The 566th Intelligence Squadron is a support unit to the Aerospace Data Facility in conjunction with the Buckley Garrison, Buckley Space Force Base, Colorado. The 566th is part of the 544th Intelligence, Surveillance and Reconnaissance Group, headquartered at Buckley Space Force Base, Colorado.
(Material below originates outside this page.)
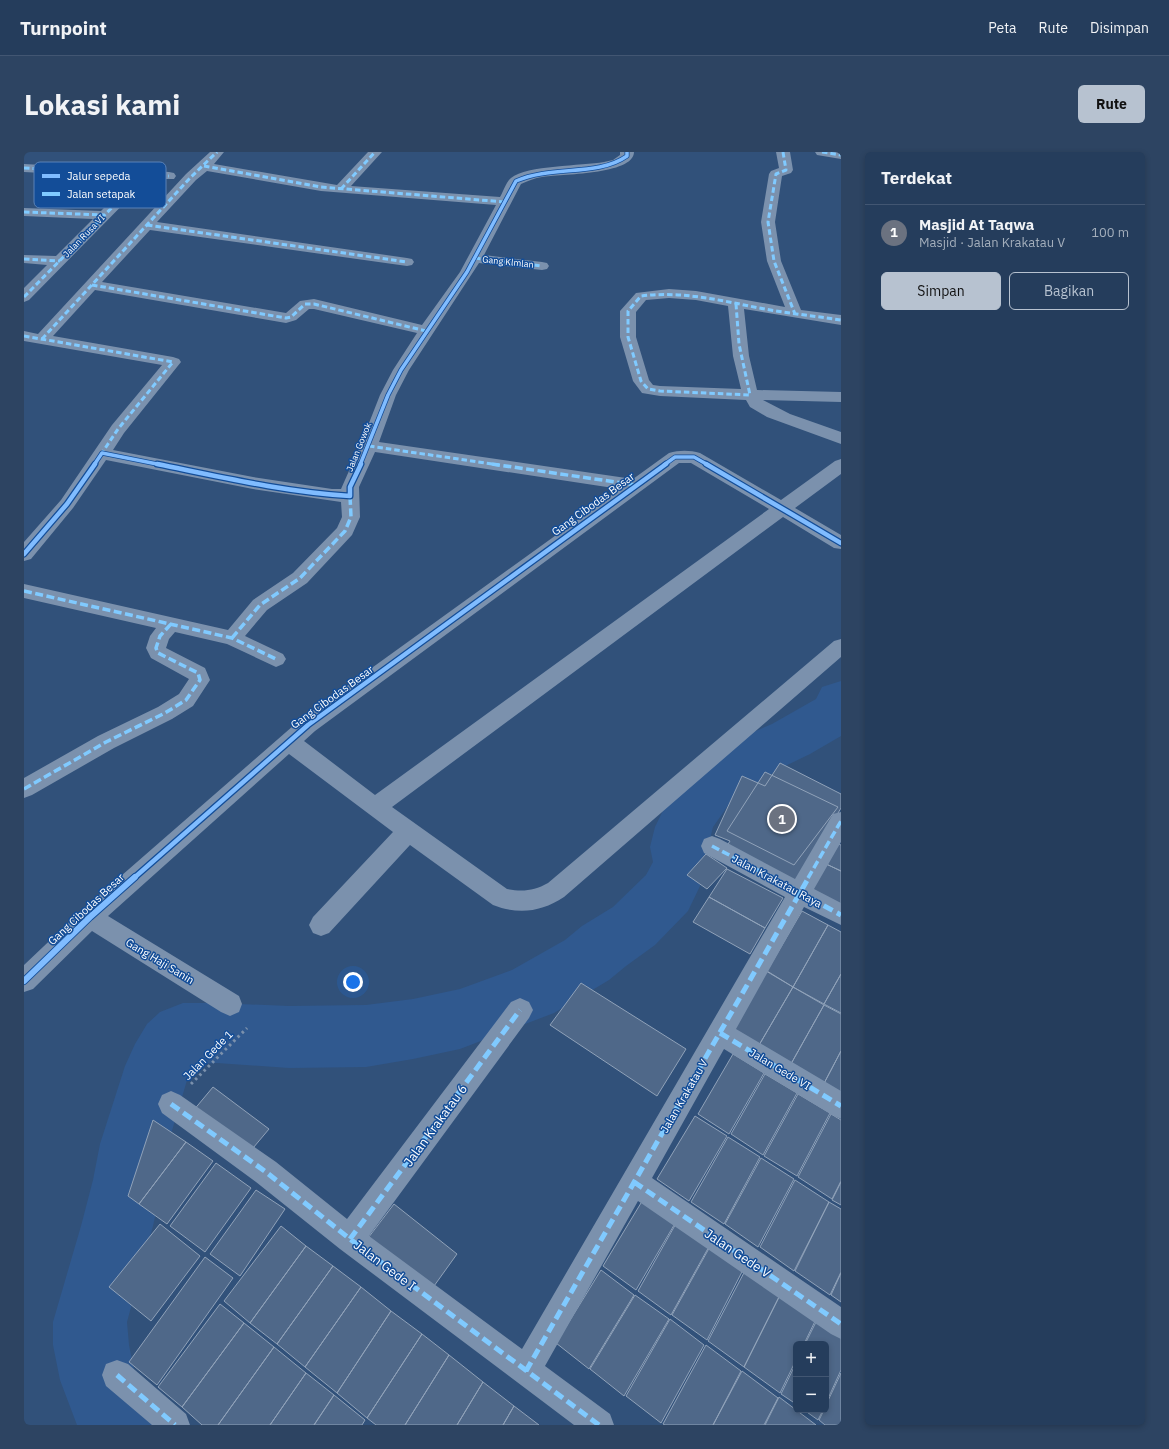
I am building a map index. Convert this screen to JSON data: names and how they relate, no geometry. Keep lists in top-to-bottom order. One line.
{"streets":{"street":["Jalan Rusa VI","Gang Klmlan","Jalan Gowok","Gang Cibodas Besar","Jalan Krakatau Raya","Gang Haji Sanin","Jalan Gede VI","Jalan Krakatau V","Jalan Krakatau 6","Jalan Gede V","Jalan Gede I"],"path":["Jalan Gede 1"]},"crossings":[["Gang Klmlan","Jalan Gowok"],["Gang Cibodas Besar","Gang Haji Sanin"],["Jalan Krakatau Raya","Jalan Krakatau V"],["Jalan Gede 1","Jalan Gede I"],["Jalan Gede VI","Jalan Krakatau V"],["Jalan Krakatau V","Jalan Gede V"],["Jalan Krakatau V","Jalan Gede I"],["Jalan Krakatau 6","Jalan Gede I"]],"legend":["Jalur sepeda","Jalan setapak"],"page":{"header":"Turnpoint","nav":["Peta","Rute","Disimpan"],"buttons":["Rute",["Simpan","Bagikan"]],"title":"Lokasi kami","heading":"Terdekat","list":[{"mark":"1","name":"Masjid At Taqwa","note":"Masjid · Jalan Krakatau V","value":"100 m"}],"pins":"1","map_buttons":["+","−"]}}
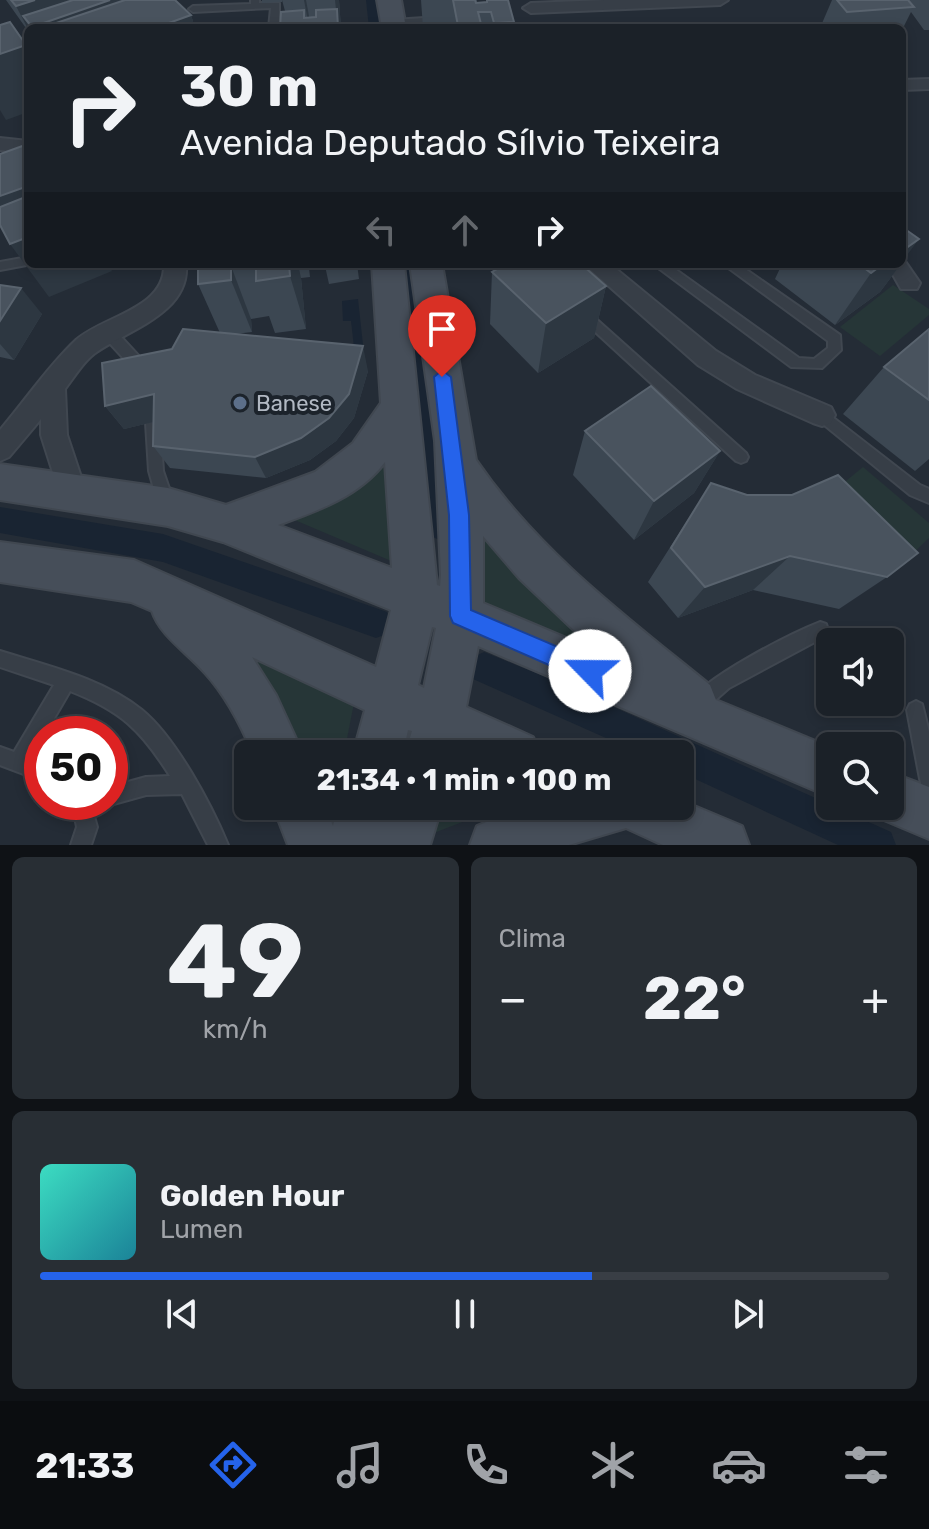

The squadron's mission is to provide the Aerospace Data Facility-Colorado with information and technical support in the performance of joint national system missions.

==History==
The 566th Information Operations Squadron (IOS) began during World War II, when the 16th Photographic Technical Unit was activated on 5 November 1944, at Charleroi, Belgium. The 16th was a squadron to the 67th Tactical Reconnaissance Group and the 16th was assigned to several bases in Europe: Vogelsang, Limburg, and Eschwege, Germany, and France. After World War II, the unit moved to MacDill Field, Florida, where it was decommissioned on 21 December 1945. The 66th Reconnaissance Technical Squadron was Constituted on 15 November 1952 and Activated on 1 January 1953 at Shaw AFB. SC relocated to Shaw AFB, SC: 1 Jan–25 June 1953; Sembach AB, West Germany on 7 July 1953 and moved to Kaiserslautern, West Germany on 13 August 1953 till the unit was Inactivated on 8 February 1958. While the unit was inactive the 66th Reconnaissance Technical Squadron was Consolidated on 16 October 1984 and the New Unit was designated as the 16th Reconnaissance Technical Squadron.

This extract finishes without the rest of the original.